I really didn’t know what I was getting into with this one. I listened to the audiobook as I walked and also while I painted the bathroom. Well what happens though is you start getting teary in the most inopportune times.
This book is TENDER. That’s the best word I can think of for it: like Eleanor, if you are in sync with the novel, you are on the verge of tears throughout every moment of the novel. It’s very sweet in earnest and honest way, and there’s the constant feeling that the good things that are happening could stop at any moment, and that would be very sad. So there’s a desperate feeling to try either not trust things or to control them.
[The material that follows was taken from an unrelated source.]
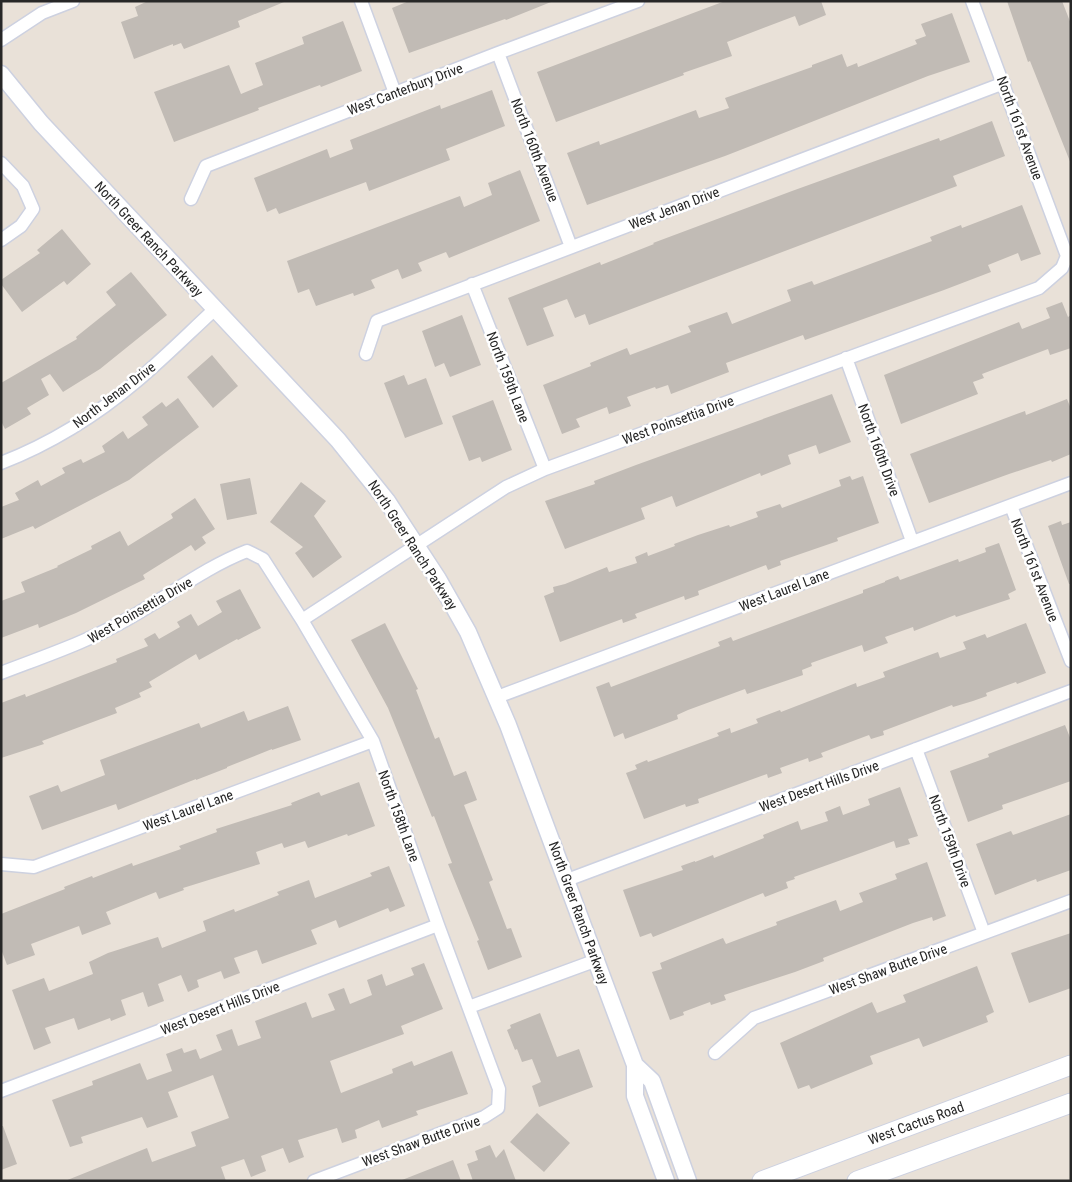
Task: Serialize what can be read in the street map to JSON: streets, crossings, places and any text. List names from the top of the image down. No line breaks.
{"streets":{"main road":["West Cactus Road"],"street":["West Canterbury Drive","North 161st Avenue","North 160th Avenue","West Jenan Drive","North Greer Ranch Parkway","North 159th Lane","North Jenan Drive","West Poinsettia Drive","North 160th Drive","West Laurel Lane","West Desert Hills Drive","North 158th Lane","North 159th Drive","West Shaw Butte Drive"]},"crossings":[["West Canterbury Drive","North 160th Avenue"],["North 161st Avenue","West Jenan Drive"],["North 161st Avenue","West Poinsettia Drive"],["North 161st Avenue","West Laurel Lane"],["North 160th Avenue","West Jenan Drive"],["West Jenan Drive","North 159th Lane"],["North Greer Ranch Parkway","North Jenan Drive"],["North Greer Ranch Parkway","West Poinsettia Drive"],["North Greer Ranch Parkway","West Laurel Lane"],["North Greer Ranch Parkway","West Desert Hills Drive"],["North 159th Lane","West Poinsettia Drive"],["West Poinsettia Drive","North 160th Drive"],["West Poinsettia Drive","North 158th Lane"],["North 160th Drive","West Laurel Lane"],["West Laurel Lane","North 158th Lane"],["West Desert Hills Drive","North 158th Lane"],["West Desert Hills Drive","North 159th Drive"],["North 158th Lane","West Shaw Butte Drive"],["North 159th Drive","West Shaw Butte Drive"]]}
So, if you don’t this one: Eleanor is at a new school in Omaha. She is returning from a year of being kicked out of her house by her stepfather, a younger man who has married her mother with whom he has a son, and lives with her other brothers and sisters. There’s five of them now and Eleanor is the oldest. The house doesn’t have doors, is filled to the brim with eggshells not to stepped on, and Ritchie (the stepdad) has a long reputation around town. On the bus on her first day of school, with nowhere to sit she flounders a little until “a weird Asian? kid” tells her to sit down. Park doesn’t know anything about the weird new kids, but he kind of feels bad for her, but also think she brings it on herself. Days and days of riding on the bus pass, and he notices that she’s reading his comics over his shoulder, and so one day, for reasons he doesn’t even understand himself, he slows his pace so she can read with him. Then he starts bringing comics to read at home. And it goes from there.